Rezension

Kissogram

Rubber & Meat


Highlights: Rubber & Meat // Lucy // Bucharest // Messiah // Don't Look At Me Like This
Genre: Indietronics // New New Wave
Sounds Like: Franz Ferdinand // Shantel // WhoMadeWho // Chikinki // Phillip Boa

VÖ: 13.03.2009

Franz Ferdinand hätten keinen besseren Support für ihre aktuelle Tour gewinnen können als Kissogram, verbinden Jonas Poppe, Sebastian Dasse und Joe Dilworth auf „Rubber & Meat“ doch alles, was auch Franz Ferdinands aktuelles Album oder sogar ihr Schaffen an sich so reizvoll macht: Tanzmusik infizierter Rhythmus gegen Melodien, Pop-Appeal gegen puren Rock’n’Roll, Indierock gegen Clubmusik. In keinem Fall aber klingen Kissogram dabei wie eine Kopie. Der tanzbare New New Wave verleibt sich dazu zu viele housige Elemente und Balkanpop-Rhythmen ein beziehungsweise steht an anderer Stelle zu sehr in einer traditionellen Songwriter-Schule.

Zu Beginn und gegen Ende funktioniert das Album fantastisch. Mitreißend und voller nicht sofort erfassbarer Aspekte macht das Hören einfach Spaß. Offenbar aber reichte die Kreativität nicht aus, um das Niveau durchgängig hoch zu halten. Mit dem übermäßig bespaßten „Grass Grass Grass“ treten Ermüdungserscheinungen auf, die von den folgenden Balkan- oder Polka-Exkursionen nicht etwa aufgehoben sondern vielmehr vertieft werden. Dennoch gehören diese Tracks separat gehört zu den Hits des Albums.
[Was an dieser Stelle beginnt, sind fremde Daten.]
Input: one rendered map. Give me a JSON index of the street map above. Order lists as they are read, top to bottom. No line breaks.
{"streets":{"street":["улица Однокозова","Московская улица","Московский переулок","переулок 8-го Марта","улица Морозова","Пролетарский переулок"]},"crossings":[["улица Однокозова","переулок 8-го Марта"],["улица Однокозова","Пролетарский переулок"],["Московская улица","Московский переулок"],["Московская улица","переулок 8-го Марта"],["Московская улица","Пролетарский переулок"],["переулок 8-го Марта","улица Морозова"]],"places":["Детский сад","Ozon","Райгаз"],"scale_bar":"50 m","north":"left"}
„The Deserter“ eröffnet mit hektischem Synthie und stampfendem Schlagzeug voller Kraft und zerrt den Hörer sofort auf die Tanzfläche. Das bleibt der Ort der Wahl, wenn der Titeltrack erklingt und sich verspielt und begeisternd zum Hit aufbläst. „Tonight I’ll Go Out Alone“ drosselt das Tempo. Es entfaltet sich ein dichter und vielschichtiger Electro-Blues. Jahrmarktatmosphäre erzeugen die hüpfenden Klavier-, Orgel- und Synthesizer-Klänge in „Prominent Man“. Eben war Electro-Blues, jetzt ist Electro-Polka. Das lustig Springende greift „Grass Grass Grass“ auf und übertreibt es mit seinen Wort-Triolen. Nervig und unausgegoren zeigt es sich schnell als musikalischer Schnellschuss. Der fade Beigeschmack von „GGG“ überlagert leider den Tanzflächen-Hit „Lucy“ wie auch den Balkanpopper „Bucharest“. Spätestens in „Nocturne No. 27“ offenbart sich ein weiteres Problem des Albums oder der Produktion. Synthesizer und Orgeln dominieren das Album und variieren nur minimal. Wie der Gesang auch, klingen sie nahezu immer gleich, ein einzelner Filter nivelliert alles. Auch die Indietronic-Interpretation des Phillip-Boa-Sounds in „Messiah“ überzeugt nur bedingt. Den Gesamteindruck des Albums rettet „Don’t Look Back At Me Like This“ als elektrifizierter Sergeant-Pepper-Gedächtnissong. Eine perfekte Pop-Nummer mit stimmigem Arrangement, die aber erneut unter der einebnenden Produktion leidet.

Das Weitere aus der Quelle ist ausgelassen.